Let’s say that on a roll of a 10-sided die a 7 or higher is considered a “success.” That means on each die roll there’s a 40% chance of getting a success (4/10).
Let’s say now that you’re rolling a batch of three 10-sided dice. How would you calculate the chances of getting either exactly no successes, exactly one success, exactly two successes, or exactly three successes?
Hit the spoiler for my failed attempt to do it:
[spoiler]Chances of getting no successes:
6/10 * 6/10 * 6/10 = .216 or ~21%
Chances of getting one success:
4/10 * 6/10 * 6/10 = .144 or ~14%
Chances of getting two successes:
4/10 * 4/10 * 6/10 = .096 or ~9%
Chances of getting three successes:
4/10 * 4/10 * 4/10 = .064 or ~6%
These should be the only four outcomes (no successes, one success, two successes, three successes) but their combined percent chances don’t add up to anywhere near 100%.[/spoiler]
Help would be appreciated. And no, it’s not for homework.
Nearly right. But you can get 1 and 2 each in 3 different ways, so the chances are 3 times as great as those you calculated. They all should add to 1.000 because you have to get either 0,1,2 or 3 right.

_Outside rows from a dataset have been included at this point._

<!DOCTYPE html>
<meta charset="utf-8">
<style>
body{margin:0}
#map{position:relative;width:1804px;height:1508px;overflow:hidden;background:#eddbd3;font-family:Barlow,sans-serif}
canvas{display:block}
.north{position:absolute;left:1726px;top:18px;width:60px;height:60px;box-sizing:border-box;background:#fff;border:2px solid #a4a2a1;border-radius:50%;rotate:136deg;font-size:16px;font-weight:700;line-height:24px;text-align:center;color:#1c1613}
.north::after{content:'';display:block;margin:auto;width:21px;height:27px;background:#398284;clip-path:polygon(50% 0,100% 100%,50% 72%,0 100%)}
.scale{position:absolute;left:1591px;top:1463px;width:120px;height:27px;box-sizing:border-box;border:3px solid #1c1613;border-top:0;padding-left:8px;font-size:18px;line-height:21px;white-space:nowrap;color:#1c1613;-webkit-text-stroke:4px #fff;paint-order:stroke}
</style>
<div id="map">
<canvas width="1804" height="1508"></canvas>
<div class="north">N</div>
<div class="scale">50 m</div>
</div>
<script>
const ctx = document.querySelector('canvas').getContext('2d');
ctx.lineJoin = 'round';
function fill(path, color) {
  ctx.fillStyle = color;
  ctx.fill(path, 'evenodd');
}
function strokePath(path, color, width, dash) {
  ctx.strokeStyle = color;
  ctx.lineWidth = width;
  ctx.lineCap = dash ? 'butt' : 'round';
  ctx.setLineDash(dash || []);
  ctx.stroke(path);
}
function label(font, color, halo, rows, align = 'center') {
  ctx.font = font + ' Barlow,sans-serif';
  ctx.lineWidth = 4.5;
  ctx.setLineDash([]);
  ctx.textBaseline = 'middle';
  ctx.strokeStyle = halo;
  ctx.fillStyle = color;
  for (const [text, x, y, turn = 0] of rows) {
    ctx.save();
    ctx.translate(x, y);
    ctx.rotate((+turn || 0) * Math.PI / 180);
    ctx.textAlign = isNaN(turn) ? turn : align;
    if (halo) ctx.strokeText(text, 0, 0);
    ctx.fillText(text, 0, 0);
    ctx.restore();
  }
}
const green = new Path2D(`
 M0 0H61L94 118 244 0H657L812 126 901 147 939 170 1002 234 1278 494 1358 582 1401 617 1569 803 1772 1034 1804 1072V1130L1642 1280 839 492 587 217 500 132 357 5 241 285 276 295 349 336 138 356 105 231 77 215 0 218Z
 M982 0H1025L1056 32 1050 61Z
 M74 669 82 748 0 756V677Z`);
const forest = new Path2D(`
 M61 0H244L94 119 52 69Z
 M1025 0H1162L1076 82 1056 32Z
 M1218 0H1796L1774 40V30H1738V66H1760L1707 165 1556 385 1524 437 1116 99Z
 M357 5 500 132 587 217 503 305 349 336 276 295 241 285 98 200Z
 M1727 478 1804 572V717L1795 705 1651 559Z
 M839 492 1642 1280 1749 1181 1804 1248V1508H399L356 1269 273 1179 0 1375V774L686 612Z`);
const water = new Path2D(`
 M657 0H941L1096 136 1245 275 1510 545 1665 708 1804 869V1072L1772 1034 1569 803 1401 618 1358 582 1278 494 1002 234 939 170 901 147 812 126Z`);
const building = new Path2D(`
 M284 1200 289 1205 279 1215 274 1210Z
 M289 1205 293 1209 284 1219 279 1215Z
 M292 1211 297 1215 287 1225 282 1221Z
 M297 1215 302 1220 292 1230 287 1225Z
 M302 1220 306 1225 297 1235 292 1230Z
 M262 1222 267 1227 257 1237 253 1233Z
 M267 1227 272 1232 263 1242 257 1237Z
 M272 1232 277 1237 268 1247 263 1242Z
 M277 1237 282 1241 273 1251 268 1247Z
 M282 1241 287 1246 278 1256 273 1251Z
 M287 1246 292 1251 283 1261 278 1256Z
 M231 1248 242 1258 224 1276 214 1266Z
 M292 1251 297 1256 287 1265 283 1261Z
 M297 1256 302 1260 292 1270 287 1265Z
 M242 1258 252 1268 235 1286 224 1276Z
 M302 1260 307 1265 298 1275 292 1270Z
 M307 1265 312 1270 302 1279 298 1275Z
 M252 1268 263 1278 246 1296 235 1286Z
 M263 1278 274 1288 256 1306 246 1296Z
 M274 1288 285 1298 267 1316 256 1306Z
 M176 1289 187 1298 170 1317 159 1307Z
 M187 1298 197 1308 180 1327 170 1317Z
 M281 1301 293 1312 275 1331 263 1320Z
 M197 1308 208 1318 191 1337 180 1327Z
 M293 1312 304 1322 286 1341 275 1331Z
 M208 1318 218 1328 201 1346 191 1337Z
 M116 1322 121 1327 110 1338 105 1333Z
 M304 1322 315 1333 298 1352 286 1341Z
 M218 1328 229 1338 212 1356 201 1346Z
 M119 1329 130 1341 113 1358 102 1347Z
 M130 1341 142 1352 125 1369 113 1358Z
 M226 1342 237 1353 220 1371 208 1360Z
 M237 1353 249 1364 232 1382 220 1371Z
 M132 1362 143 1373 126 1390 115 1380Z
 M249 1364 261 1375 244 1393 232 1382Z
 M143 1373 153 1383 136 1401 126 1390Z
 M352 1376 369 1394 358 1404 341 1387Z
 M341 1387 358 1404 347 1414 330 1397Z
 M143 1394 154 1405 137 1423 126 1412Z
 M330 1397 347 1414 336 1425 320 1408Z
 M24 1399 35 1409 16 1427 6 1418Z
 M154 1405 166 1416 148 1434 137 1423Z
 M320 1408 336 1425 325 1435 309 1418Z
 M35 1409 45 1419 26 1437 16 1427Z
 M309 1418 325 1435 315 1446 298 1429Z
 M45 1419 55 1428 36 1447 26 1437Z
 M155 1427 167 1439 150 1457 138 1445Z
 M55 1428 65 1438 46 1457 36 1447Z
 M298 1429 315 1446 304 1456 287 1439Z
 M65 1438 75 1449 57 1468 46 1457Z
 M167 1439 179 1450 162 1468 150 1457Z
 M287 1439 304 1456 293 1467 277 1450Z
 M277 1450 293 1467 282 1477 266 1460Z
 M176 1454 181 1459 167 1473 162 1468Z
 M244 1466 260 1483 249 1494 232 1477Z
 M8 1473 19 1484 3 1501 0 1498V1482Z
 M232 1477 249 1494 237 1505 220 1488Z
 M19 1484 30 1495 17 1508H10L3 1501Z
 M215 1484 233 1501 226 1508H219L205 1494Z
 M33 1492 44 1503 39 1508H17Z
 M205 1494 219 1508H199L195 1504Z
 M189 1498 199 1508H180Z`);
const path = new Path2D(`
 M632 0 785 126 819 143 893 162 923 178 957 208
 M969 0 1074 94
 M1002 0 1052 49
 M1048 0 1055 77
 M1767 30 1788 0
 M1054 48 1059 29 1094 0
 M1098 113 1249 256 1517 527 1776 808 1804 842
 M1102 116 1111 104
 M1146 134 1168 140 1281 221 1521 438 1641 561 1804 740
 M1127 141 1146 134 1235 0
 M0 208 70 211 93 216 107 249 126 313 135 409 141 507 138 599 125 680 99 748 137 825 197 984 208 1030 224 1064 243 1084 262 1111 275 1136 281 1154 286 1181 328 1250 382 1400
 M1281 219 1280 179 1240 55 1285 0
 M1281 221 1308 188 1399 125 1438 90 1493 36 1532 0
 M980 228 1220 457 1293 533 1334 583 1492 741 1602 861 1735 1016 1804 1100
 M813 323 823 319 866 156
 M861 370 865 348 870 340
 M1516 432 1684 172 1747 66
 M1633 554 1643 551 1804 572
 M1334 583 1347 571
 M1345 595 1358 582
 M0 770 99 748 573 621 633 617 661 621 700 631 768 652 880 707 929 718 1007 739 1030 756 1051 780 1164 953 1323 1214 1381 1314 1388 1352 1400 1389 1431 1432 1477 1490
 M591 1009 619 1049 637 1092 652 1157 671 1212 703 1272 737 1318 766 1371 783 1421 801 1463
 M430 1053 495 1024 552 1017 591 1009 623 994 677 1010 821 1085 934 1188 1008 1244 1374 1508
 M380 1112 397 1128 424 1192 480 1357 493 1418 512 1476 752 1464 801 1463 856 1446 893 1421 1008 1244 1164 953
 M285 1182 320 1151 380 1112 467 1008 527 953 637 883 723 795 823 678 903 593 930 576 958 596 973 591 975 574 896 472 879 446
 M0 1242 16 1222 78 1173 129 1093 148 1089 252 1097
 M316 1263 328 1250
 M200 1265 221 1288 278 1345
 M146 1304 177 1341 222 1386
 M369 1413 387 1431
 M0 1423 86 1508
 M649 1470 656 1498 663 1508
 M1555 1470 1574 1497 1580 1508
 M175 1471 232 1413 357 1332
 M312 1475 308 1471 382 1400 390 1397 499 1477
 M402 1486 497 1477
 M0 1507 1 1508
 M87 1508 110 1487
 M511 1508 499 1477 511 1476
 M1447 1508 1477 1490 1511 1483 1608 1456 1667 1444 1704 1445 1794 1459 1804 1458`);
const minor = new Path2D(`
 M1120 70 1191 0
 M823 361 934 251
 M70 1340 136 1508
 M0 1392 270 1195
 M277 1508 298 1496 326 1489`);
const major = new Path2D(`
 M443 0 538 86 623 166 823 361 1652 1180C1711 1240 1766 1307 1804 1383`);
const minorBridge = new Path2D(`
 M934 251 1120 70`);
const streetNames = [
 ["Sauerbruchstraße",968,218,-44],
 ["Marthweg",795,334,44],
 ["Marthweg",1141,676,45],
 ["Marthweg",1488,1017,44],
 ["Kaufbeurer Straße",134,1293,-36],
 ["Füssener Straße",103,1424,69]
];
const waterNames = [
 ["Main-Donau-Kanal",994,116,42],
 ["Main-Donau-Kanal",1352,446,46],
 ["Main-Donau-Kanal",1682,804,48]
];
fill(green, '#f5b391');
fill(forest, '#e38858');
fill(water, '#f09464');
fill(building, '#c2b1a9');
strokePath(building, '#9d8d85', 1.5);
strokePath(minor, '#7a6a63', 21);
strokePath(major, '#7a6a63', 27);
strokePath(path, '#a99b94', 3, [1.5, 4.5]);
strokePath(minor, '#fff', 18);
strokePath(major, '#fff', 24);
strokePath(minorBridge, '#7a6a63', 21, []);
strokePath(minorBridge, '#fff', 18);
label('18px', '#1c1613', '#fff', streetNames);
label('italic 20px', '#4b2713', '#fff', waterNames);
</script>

You’re on the right track, but you have to triple the probabilities for the “one success” and “two successes” options, since there are three ways of getting them. In other words:
(4/10 * 6/10 * 6/10) + (6/10 * 4/10 * 6/10) + (6/10 * 6/10 * 4/10) = 43.2%
(6/10 * 4/10 * 4/10) + (4/10 * 6/10 * 4/10) + (4/10 * 4/10 * 6/10) = 28.8%
These, added to the 21% and 6% you already got, sum to 100%.
Chances of getting no successes: ~21%
Chances of getting exactly one success: ~42%
Chances of getting exactly two successes: ~27%
Chances of getting exactly three successes: ~6%
Total: ~96% (didn’t hit 100 because of how I rounded)
Chances of getting at least one success: ~79%
Chances of getting at least two successes: ~33%
I just wanted to pipe in to say that it’s good that you’re doing the sanity check. Too many students would declare themselves done once they got numbers, and not care that they don’t add up to 100%.
If this is for tabletop roleplaying games like I expect it is (and if not that’s a crazy coincidence), you’re going to want to use formulas for larger numbers of dice. In this case, the binomial distribution is helpful: Binomial distribution - Wikipedia
It’s a little complicated but you can plug it into excel pretty easily. I made these charts for Shadowrun (where you roll 6-sided dice, and are looking for 5s and 6s for successes) using the formula:
As others have responded, this is an example of a Binomial Distribution:
You have a fixed number n of trials (the 3 die rolls)
You have a fixed and independent probability of “success” on each trial (the 40% chance of getting a 7 or better)
You want to know the probability of getting a specific number of successes (out of the n trials).
You can calculate this by using an appropriate formula, by looking it up on a table, by using a built-in calculator function, by using an online probability calculator, etc. I’m sure the links given above detail how to do at least some of these things.
To get the probability of no success, you have to multiply by the failure rate. The chance of each die yielding 1-6 is 60%. The chance of all three failing to top 6 would be .6x.6x.6, or 21.6%, leaving a 78.4% chance of hitting at least one.
Consider a forecast calling for a 40% chance or rain today, 10% chance tonight, and 30% chance tomorrow. What are the chances that it will rain during that time. Well, the chances of no rain are 60%, 90% and 70% in each day part. Multiplied out (.6x.9x.7), there is a 38% chance that all three of those periods will be rainless, and a 62% chance that it will rain on your newly-washed car at least once.